Why is there a concept of superclass/class inheritance in Haskell? What are the historical reasons that led to that design choice? Why would it be so bad, for example, to have a base library with no class hierarchy, just typeclasses independent from each other?

Here I'll expose some random thoughts that made me want to ask this question. My current intuitions might be inaccurate as they are based on my current understanding of Haskell which is not perfect, but here they are...

It is not obvious to me why type class inheritance exists in Haskell. I find it a bit weird, as it creates asymmetry in concepts. Often in mathematics, concepts can be defined from different viewpoints, I don't necessarily want to favor an order of how they ought to be defined. OK there is some order in which one should prove things, but once theorems and structures are there, I'd rather see them as available independent tools.

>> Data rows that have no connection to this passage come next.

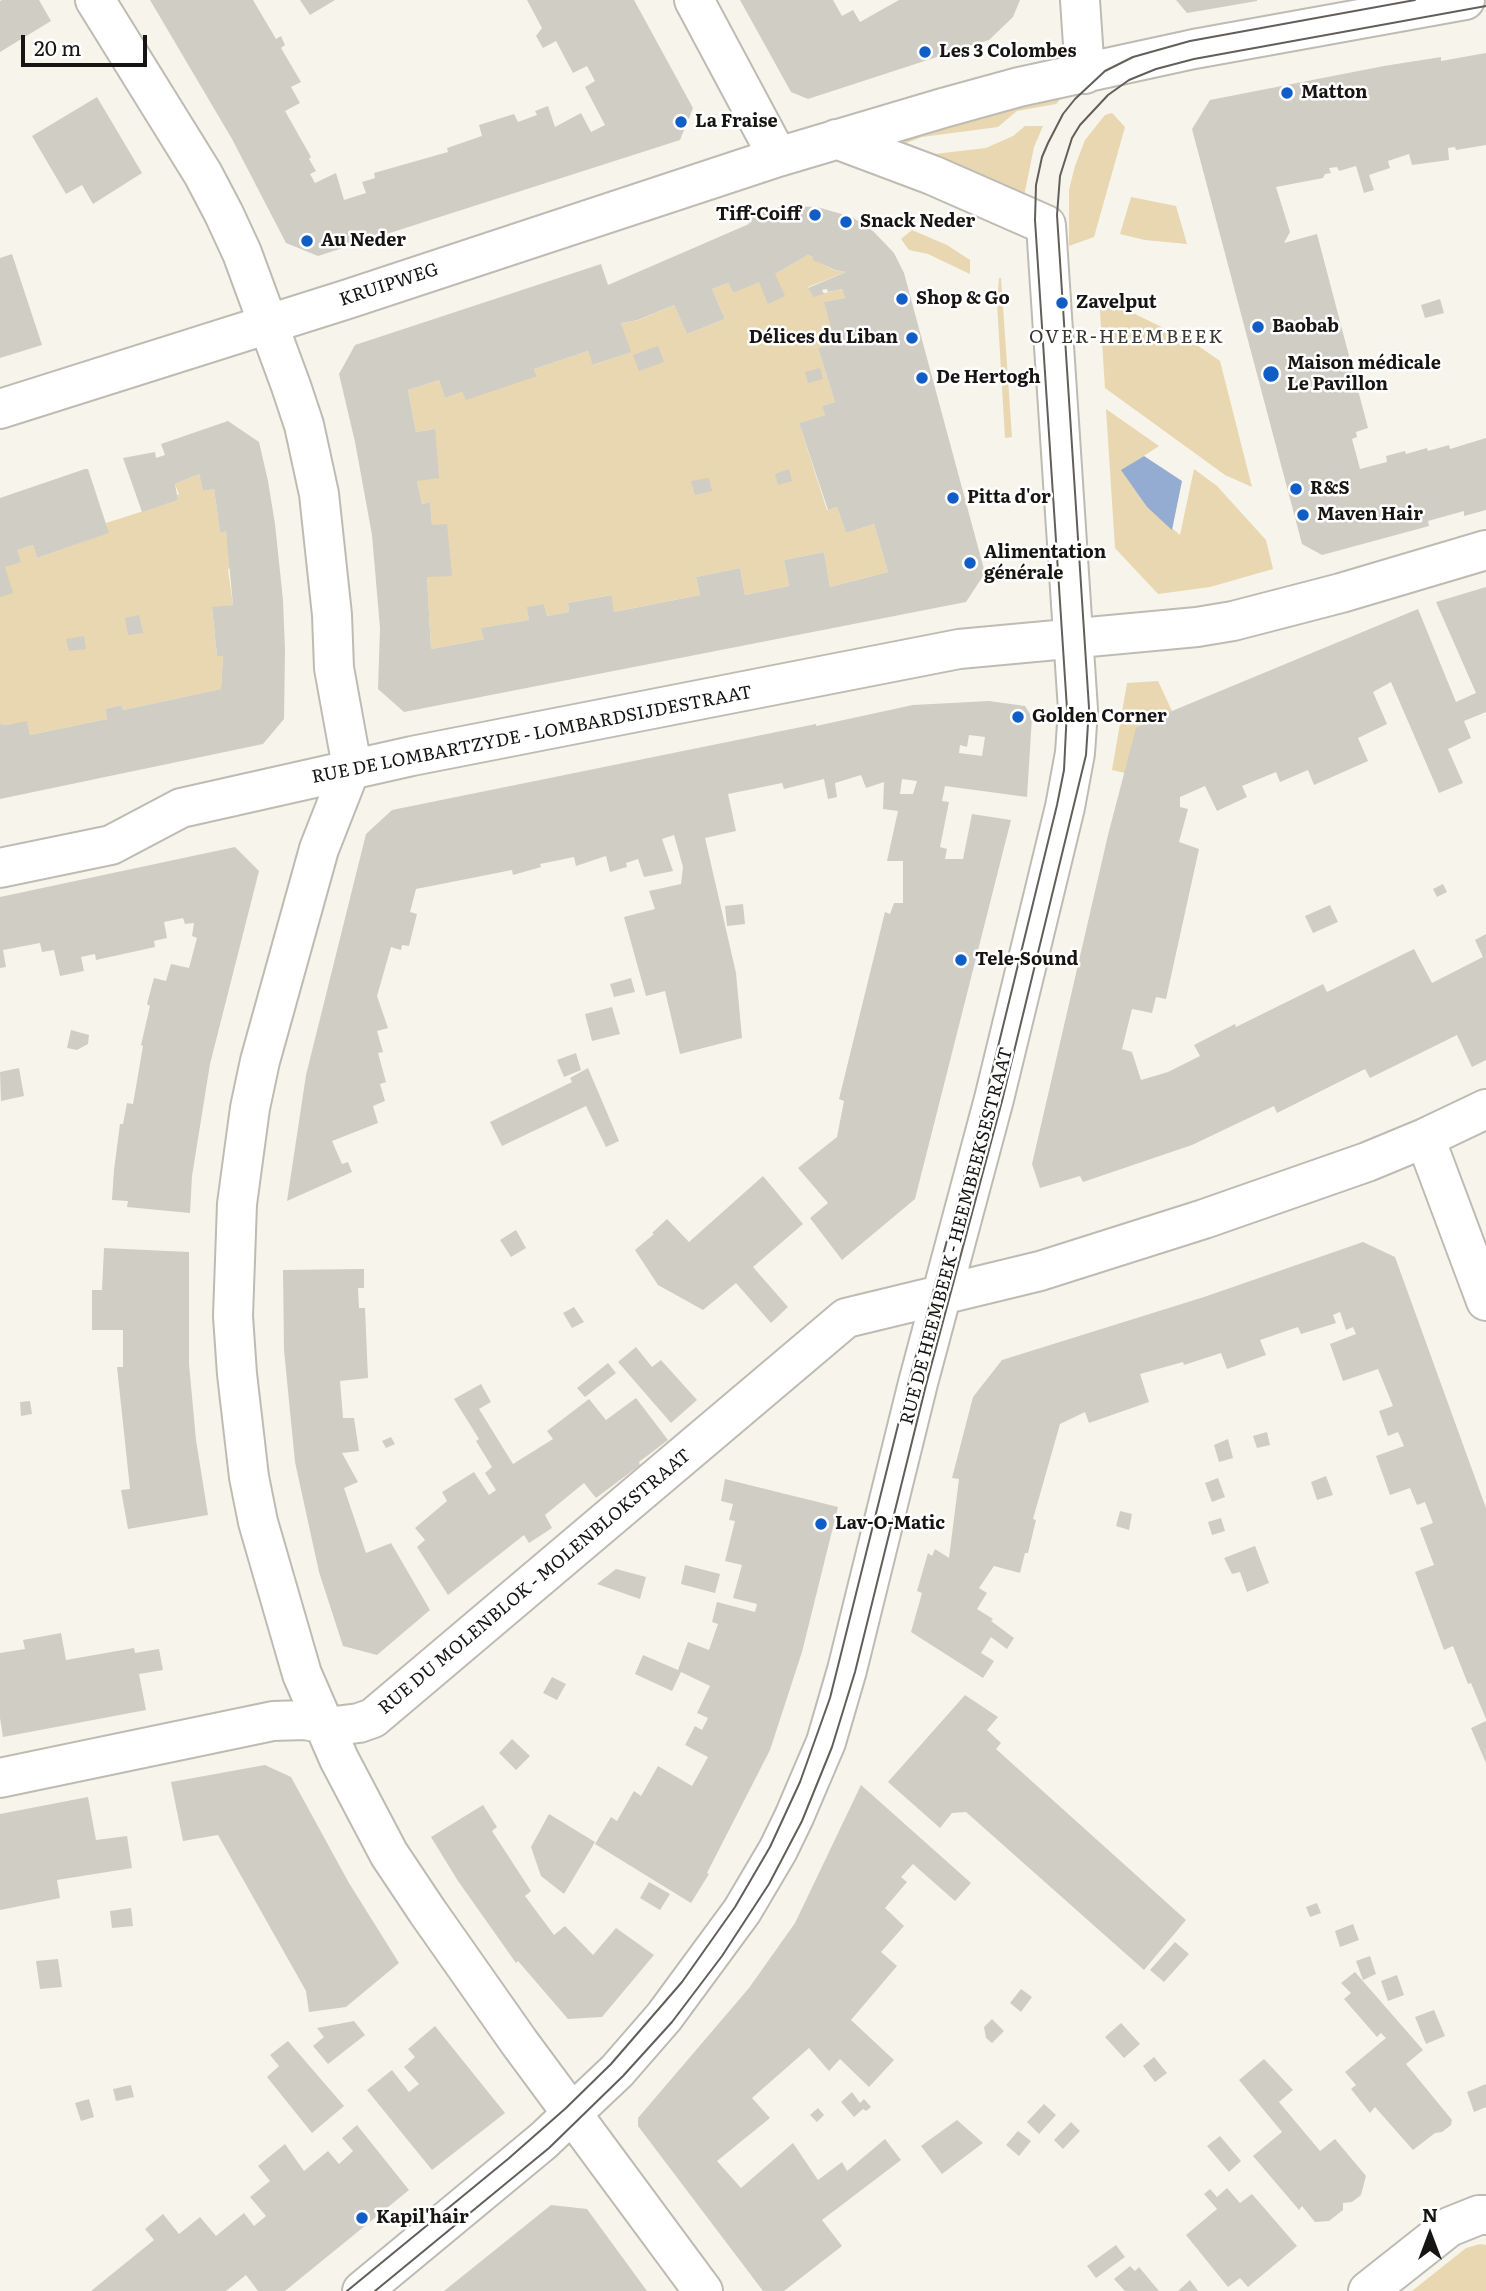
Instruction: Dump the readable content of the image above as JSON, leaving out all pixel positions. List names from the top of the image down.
{
  "streets": {
    "street": [
      "KRUIPWEG",
      "RUE DE LOMBARTZYDE - LOMBARDSIJDESTRAAT",
      "RUE DE HEEMBEEK - HEEMBEEKSESTRAAT",
      "RUE DU MOLENBLOK - MOLENBLOKSTRAAT"
    ]
  },
  "crossings": [
    ["KRUIPWEG", "RUE DE HEEMBEEK - HEEMBEEKSESTRAAT"],
    ["RUE DE LOMBARTZYDE - LOMBARDSIJDESTRAAT", "RUE DE HEEMBEEK - HEEMBEEKSESTRAAT"],
    ["RUE DE HEEMBEEK - HEEMBEEKSESTRAAT", "RUE DU MOLENBLOK - MOLENBLOKSTRAAT"]
  ],
  "districts": ["OVER-HEEMBEEK"],
  "places": [
    "Les 3 Colombes",
    "Matton",
    "La Fraise",
    "Tiff-Coiff",
    "Snack Neder",
    "Au Neder",
    "Shop & Go",
    "Zavelput",
    "Baobab",
    "Délices du Liban",
    "Maison médicale Le Pavillon",
    "De Hertogh",
    "R&S",
    "Pitta d'or",
    "Maven Hair",
    "Alimentation générale",
    "Golden Corner",
    "Tele-Sound",
    "Lav-O-Matic",
    "Kapil'hair"
  ],
  "scale_bar": "20 m",
  "north": "top"
}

Moreover one perhaps not so good thing I see with class inheritance is this: I think a class instance will silently pick a corresponding superclass instance, which was probably implemented to be the most natural one for that type. Let's consider a Monad viewed as a subclass of Functor. Maybe there could be more than one way to define a Functor on some type that also happens to be a Monad. But saying that a Monad is a Functor implicitly makes the choice of one particular Functor for that Monad. Someday, you might forget that actually you wanted some other Functor. Perhaps this example is not the best fit, but I have the feeling this sort of situation might generalize and possibly be dangerous if your class is a child of many. Current Haskell inheritance sounds like it makes default choices about parents implicitly.

If instead you have a design without hierarchy, I feel you would always have to be explicit about all the properties required, which would perhaps mean a bit less risk, more clarity, and more symmetry. So far, what I'm seeing is that the cost of such a design, would be : more constraints to write in instance definitions, and newtype wrappers, for each meaningful conversion from one set of concepts to another. I am not sure, but perhaps that could have been acceptable. Unfortunately, I think Haskell auto deriving mechanism for newtypes doesn't work very well, I would appreciate that the language was somehow smarter with newtype wrapping/unwrapping and required less verbosity. I'm not sure, but now that I think about it, perhaps an alternative to newtype wrappers could be specific imports of modules containing specific variations of instances.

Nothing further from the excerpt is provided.